> [Supplied entries]:
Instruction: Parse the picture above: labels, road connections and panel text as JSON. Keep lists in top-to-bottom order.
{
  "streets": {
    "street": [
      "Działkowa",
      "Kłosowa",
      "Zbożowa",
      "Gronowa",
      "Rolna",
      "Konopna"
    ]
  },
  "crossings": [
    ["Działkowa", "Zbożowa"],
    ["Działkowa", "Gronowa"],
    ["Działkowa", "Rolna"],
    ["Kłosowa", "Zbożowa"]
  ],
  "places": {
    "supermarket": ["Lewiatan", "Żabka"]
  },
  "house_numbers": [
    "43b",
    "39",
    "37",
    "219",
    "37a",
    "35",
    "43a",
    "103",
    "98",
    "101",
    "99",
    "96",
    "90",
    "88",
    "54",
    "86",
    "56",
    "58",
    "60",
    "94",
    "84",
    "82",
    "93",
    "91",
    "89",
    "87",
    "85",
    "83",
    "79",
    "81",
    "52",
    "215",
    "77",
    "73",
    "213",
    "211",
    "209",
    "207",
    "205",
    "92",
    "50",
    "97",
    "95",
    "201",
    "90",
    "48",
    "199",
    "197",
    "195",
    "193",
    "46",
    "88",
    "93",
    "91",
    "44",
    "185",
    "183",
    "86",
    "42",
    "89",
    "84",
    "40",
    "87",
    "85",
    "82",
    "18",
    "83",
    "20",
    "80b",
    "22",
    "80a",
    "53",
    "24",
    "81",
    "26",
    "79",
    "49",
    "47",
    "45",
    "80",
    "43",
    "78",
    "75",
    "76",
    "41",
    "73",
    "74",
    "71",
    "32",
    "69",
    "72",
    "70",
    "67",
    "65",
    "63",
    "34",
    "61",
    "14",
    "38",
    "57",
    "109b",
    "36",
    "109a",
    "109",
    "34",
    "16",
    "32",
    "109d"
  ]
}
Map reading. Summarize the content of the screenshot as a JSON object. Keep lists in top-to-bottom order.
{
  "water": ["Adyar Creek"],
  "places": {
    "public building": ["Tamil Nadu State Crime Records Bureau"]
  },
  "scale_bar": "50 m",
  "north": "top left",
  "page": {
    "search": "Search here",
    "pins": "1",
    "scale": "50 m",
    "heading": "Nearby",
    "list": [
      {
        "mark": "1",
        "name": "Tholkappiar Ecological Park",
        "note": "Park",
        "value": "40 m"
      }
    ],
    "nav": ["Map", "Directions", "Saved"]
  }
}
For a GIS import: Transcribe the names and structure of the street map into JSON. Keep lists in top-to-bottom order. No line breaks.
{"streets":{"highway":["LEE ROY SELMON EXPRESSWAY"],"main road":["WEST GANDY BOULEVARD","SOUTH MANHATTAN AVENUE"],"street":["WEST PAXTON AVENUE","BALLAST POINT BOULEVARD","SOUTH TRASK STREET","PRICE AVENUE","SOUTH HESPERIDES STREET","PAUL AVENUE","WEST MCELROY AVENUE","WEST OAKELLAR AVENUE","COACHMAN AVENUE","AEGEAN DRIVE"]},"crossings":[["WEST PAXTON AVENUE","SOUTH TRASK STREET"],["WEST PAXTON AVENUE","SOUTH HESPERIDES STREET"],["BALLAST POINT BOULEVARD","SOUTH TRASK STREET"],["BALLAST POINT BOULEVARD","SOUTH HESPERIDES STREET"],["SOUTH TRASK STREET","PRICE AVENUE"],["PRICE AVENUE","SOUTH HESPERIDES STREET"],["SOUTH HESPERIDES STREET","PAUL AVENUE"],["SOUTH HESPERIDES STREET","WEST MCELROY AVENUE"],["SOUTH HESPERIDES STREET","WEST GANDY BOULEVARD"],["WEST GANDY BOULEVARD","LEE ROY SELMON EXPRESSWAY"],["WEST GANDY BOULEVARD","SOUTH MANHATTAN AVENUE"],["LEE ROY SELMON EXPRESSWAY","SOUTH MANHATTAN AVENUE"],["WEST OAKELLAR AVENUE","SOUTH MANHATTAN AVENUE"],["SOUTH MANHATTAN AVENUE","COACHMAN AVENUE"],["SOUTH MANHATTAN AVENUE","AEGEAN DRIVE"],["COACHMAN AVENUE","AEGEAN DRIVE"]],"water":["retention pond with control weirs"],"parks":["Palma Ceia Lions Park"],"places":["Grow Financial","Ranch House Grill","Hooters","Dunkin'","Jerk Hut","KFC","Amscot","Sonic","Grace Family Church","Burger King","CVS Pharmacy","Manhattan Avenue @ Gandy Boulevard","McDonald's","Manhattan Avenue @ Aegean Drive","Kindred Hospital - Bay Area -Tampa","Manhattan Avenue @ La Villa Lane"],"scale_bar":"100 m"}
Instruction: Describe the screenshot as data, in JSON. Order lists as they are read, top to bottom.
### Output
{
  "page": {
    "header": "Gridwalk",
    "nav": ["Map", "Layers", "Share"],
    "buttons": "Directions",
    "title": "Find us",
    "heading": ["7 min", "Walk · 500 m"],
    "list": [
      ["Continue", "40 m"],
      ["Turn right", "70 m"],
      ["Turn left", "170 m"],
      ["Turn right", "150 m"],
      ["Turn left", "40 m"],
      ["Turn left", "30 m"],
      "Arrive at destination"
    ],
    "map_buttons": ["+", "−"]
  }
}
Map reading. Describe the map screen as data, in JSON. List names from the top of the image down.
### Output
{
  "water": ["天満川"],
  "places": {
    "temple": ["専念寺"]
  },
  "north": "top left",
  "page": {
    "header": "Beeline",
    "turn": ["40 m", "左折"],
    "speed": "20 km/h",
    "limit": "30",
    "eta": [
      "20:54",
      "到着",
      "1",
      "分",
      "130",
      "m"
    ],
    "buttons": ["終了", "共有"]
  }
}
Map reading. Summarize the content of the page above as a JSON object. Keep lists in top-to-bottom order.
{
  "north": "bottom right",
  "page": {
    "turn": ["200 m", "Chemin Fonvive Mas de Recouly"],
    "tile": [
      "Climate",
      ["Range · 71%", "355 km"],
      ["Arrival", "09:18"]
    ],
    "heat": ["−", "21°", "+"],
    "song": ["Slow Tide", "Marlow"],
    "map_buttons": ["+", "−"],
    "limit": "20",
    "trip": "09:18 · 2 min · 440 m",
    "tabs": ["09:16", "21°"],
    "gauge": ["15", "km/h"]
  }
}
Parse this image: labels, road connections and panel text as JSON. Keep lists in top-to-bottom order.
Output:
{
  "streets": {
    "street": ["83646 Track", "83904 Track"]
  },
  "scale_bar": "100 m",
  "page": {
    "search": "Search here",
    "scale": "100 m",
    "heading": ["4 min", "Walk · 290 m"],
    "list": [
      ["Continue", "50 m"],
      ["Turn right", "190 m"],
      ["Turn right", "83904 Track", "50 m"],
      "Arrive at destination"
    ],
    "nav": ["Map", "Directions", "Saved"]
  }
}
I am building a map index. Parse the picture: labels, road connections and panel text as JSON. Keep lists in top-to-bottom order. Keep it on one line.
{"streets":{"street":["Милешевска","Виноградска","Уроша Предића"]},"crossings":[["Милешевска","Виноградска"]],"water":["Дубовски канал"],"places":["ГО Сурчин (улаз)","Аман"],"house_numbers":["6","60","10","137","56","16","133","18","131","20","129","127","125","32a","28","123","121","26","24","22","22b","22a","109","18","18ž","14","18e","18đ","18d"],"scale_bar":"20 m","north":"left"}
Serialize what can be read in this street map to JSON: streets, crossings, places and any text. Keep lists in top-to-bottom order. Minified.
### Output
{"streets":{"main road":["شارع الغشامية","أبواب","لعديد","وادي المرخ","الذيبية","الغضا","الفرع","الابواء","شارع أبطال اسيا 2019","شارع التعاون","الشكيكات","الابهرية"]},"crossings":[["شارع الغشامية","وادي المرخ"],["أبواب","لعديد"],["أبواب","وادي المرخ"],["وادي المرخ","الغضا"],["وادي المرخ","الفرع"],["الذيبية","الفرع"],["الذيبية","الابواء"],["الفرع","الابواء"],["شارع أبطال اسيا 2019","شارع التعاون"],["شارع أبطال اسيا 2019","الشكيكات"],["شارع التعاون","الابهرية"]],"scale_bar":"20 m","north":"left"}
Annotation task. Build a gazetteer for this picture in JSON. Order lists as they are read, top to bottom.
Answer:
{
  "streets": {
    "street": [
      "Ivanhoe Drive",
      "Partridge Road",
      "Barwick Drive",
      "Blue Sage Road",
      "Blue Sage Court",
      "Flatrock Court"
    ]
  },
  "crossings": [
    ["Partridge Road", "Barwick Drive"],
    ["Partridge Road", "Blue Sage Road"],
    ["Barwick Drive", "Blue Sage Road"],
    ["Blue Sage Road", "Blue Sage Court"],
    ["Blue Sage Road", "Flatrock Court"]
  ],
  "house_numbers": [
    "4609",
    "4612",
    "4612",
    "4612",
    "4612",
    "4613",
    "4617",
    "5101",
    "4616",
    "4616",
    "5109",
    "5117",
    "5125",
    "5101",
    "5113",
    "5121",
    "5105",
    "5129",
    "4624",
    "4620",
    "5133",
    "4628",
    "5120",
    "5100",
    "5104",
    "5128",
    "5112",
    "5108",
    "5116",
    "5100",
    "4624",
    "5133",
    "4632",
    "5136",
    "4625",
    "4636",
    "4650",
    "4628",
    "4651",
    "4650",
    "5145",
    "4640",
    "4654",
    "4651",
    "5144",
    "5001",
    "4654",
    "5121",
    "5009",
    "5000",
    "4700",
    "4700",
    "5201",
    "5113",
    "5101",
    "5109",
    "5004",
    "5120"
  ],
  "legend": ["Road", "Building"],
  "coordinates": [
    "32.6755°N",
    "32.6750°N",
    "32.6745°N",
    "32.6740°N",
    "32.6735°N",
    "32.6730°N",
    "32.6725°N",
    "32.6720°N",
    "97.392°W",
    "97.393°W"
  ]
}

> [Exercise directions]: Only lines containing "data" belong in the answer; copy every such line from the records.

> [Final answer]:
Instruction: Describe the screenshot as data, in JSON. Order lists as they are read, top to bottom.
Map reading. Describe the map screen as data, in JSON. List names from the top of the image down.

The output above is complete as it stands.